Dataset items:
---+---

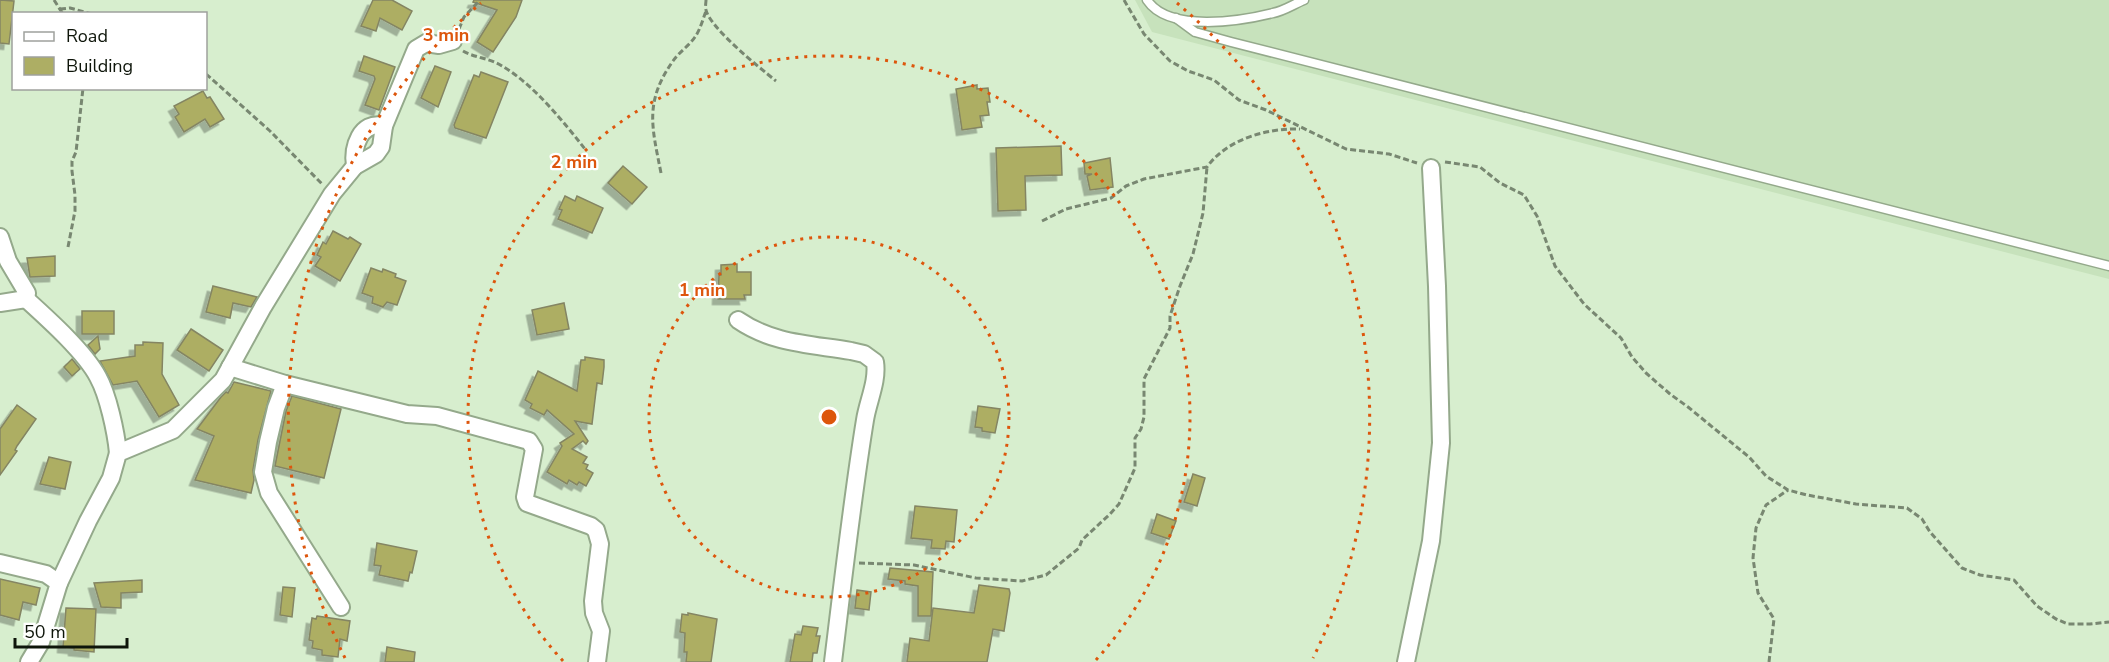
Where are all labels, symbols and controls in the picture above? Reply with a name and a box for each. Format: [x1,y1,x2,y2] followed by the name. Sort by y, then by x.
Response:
[12,12,207,90] legend
[423,23,469,47] text: 3 min
[66,24,108,48] text: Road
[66,54,133,78] text: Building
[551,150,597,174] text: 2 min
[679,278,725,302] text: 1 min
[819,407,839,427] centre of rings
[15,611,128,649] scale bar
[24,620,66,644] text: 50 m

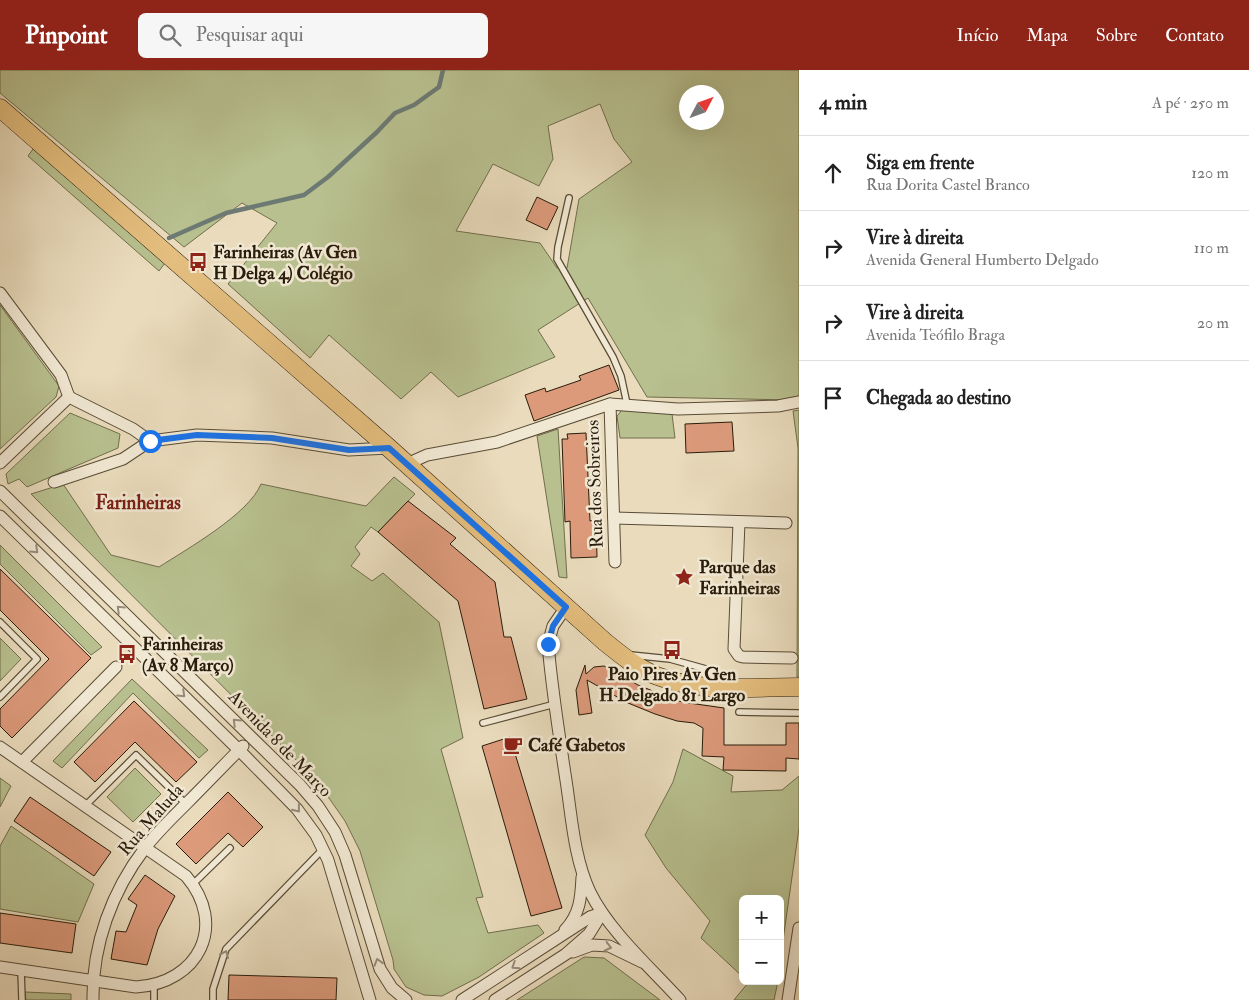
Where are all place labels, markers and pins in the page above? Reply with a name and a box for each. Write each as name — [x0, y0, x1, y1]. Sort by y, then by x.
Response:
place label: Farinheiras (Av Gen H Delga 4) Colégio — [213, 241, 358, 285]
bus stop icon: Farinheiras (Av Gen H Delga 4) Colégio — [187, 251, 209, 273]
place label: Parque das Farinheiras — [699, 556, 780, 600]
place icon: Parque das Farinheiras — [673, 566, 695, 588]
place label: Farinheiras (Av 8 Março) — [142, 633, 234, 677]
bus stop icon: Paio Pires Av Gen H Delgado 81 Largo — [661, 639, 683, 661]
bus stop icon: Farinheiras (Av 8 Março) — [116, 643, 138, 665]
place label: Paio Pires Av Gen H Delgado 81 Largo — [599, 663, 745, 707]
cafe icon: Café Gabetos — [502, 734, 524, 756]
place label: Café Gabetos — [528, 734, 625, 757]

---+---

- _EXERCISE REQUIREMENTS_
Please print the records above once more, word for word, omitting all pictures.

- _WRITTEN ANSWER_
Where are all labels, symbols and controls in the picture above? Reply with a name and a box for each. Format: [x1,y1,x2,y2] followed by the name. Sort by y, then by x.
Response:
[12,12,207,90] legend
[423,23,469,47] text: 3 min
[66,24,108,48] text: Road
[66,54,133,78] text: Building
[551,150,597,174] text: 2 min
[679,278,725,302] text: 1 min
[819,407,839,427] centre of rings
[15,611,128,649] scale bar
[24,620,66,644] text: 50 m

Where are all place labels, markers and pins in the page above? Reply with a name and a box for each. Write each as name — [x0, y0, x1, y1]. Sort by y, then by x.
Response:
place label: Farinheiras (Av Gen H Delga 4) Colégio — [213, 241, 358, 285]
bus stop icon: Farinheiras (Av Gen H Delga 4) Colégio — [187, 251, 209, 273]
place label: Parque das Farinheiras — [699, 556, 780, 600]
place icon: Parque das Farinheiras — [673, 566, 695, 588]
place label: Farinheiras (Av 8 Março) — [142, 633, 234, 677]
bus stop icon: Paio Pires Av Gen H Delgado 81 Largo — [661, 639, 683, 661]
bus stop icon: Farinheiras (Av 8 Março) — [116, 643, 138, 665]
place label: Paio Pires Av Gen H Delgado 81 Largo — [599, 663, 745, 707]
cafe icon: Café Gabetos — [502, 734, 524, 756]
place label: Café Gabetos — [528, 734, 625, 757]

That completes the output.